Write each line exactly as it stands, from the line containing "Input: one rendered map. Give" through the end of the data.

- [MATERIAL PROVIDED]
----------------------------------------
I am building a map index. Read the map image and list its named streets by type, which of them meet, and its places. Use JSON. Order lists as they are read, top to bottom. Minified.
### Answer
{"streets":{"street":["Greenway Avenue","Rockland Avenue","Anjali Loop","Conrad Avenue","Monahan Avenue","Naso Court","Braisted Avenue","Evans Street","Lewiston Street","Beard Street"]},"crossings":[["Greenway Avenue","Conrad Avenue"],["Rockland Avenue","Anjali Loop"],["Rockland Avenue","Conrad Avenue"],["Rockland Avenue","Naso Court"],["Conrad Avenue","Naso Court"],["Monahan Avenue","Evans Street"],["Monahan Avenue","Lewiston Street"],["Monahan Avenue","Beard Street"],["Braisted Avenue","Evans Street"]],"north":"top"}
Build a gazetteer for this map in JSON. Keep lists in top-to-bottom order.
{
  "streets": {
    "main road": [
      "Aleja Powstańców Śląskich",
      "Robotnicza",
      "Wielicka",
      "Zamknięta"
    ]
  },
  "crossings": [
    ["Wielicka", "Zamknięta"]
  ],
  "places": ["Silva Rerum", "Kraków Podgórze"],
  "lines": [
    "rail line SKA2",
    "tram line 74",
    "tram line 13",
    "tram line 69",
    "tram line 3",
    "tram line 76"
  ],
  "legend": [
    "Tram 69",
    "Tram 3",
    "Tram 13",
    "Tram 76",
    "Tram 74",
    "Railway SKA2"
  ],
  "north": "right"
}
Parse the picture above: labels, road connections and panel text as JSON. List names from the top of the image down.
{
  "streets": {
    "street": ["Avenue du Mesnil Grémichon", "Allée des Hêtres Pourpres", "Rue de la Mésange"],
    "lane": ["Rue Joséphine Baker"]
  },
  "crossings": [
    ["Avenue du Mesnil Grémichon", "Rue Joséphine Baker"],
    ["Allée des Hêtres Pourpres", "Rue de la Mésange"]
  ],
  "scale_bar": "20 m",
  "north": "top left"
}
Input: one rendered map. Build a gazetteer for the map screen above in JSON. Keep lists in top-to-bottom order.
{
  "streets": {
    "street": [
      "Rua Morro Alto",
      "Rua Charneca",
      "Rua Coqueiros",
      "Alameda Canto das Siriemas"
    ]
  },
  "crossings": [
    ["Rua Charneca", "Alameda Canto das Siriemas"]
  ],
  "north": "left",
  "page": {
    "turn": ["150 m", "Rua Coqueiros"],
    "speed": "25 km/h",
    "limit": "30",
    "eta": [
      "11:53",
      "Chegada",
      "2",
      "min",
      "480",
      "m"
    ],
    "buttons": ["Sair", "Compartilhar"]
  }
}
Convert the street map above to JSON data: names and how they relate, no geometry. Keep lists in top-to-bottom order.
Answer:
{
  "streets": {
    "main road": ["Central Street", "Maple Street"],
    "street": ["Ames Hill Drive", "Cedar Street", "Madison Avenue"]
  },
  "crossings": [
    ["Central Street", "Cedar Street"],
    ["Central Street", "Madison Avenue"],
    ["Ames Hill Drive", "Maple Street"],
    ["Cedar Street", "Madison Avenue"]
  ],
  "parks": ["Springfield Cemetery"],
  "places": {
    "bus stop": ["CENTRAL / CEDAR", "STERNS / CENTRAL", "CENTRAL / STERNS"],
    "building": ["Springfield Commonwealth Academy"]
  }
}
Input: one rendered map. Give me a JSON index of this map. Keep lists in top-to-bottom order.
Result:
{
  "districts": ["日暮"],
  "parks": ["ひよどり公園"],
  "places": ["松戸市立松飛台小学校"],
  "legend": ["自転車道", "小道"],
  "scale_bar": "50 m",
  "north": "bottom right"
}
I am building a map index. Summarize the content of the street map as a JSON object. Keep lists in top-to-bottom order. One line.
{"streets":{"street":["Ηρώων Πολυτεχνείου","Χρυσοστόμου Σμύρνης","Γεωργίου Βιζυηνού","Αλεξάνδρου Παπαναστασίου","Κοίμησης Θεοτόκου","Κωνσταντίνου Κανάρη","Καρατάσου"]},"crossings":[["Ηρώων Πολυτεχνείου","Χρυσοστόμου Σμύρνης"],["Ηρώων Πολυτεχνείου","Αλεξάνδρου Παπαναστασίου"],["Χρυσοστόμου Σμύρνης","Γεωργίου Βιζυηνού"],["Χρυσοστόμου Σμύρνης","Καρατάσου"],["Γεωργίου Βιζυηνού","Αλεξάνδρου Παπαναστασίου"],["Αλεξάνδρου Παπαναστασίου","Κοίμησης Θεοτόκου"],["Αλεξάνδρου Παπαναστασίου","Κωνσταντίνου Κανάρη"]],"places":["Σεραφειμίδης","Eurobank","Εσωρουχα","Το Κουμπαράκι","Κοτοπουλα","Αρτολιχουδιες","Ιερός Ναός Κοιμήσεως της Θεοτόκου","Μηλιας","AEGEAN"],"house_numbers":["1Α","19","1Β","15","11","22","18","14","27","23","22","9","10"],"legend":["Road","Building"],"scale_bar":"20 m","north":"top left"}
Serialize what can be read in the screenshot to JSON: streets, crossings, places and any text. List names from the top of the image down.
----------------------------------------
- [EXERCISE RESULT]
Input: one rendered map. Give me a JSON index of this map. Keep lists in top-to-bottom order.
Result:
{
  "districts": ["日暮"],
  "parks": ["ひよどり公園"],
  "places": ["松戸市立松飛台小学校"],
  "legend": ["自転車道", "小道"],
  "scale_bar": "50 m",
  "north": "bottom right"
}
I am building a map index. Summarize the content of the street map as a JSON object. Keep lists in top-to-bottom order. One line.
{"streets":{"street":["Ηρώων Πολυτεχνείου","Χρυσοστόμου Σμύρνης","Γεωργίου Βιζυηνού","Αλεξάνδρου Παπαναστασίου","Κοίμησης Θεοτόκου","Κωνσταντίνου Κανάρη","Καρατάσου"]},"crossings":[["Ηρώων Πολυτεχνείου","Χρυσοστόμου Σμύρνης"],["Ηρώων Πολυτεχνείου","Αλεξάνδρου Παπαναστασίου"],["Χρυσοστόμου Σμύρνης","Γεωργίου Βιζυηνού"],["Χρυσοστόμου Σμύρνης","Καρατάσου"],["Γεωργίου Βιζυηνού","Αλεξάνδρου Παπαναστασίου"],["Αλεξάνδρου Παπαναστασίου","Κοίμησης Θεοτόκου"],["Αλεξάνδρου Παπαναστασίου","Κωνσταντίνου Κανάρη"]],"places":["Σεραφειμίδης","Eurobank","Εσωρουχα","Το Κουμπαράκι","Κοτοπουλα","Αρτολιχουδιες","Ιερός Ναός Κοιμήσεως της Θεοτόκου","Μηλιας","AEGEAN"],"house_numbers":["1Α","19","1Β","15","11","22","18","14","27","23","22","9","10"],"legend":["Road","Building"],"scale_bar":"20 m","north":"top left"}
Serialize what can be read in the screenshot to JSON: streets, crossings, places and any text. List names from the top of the image down.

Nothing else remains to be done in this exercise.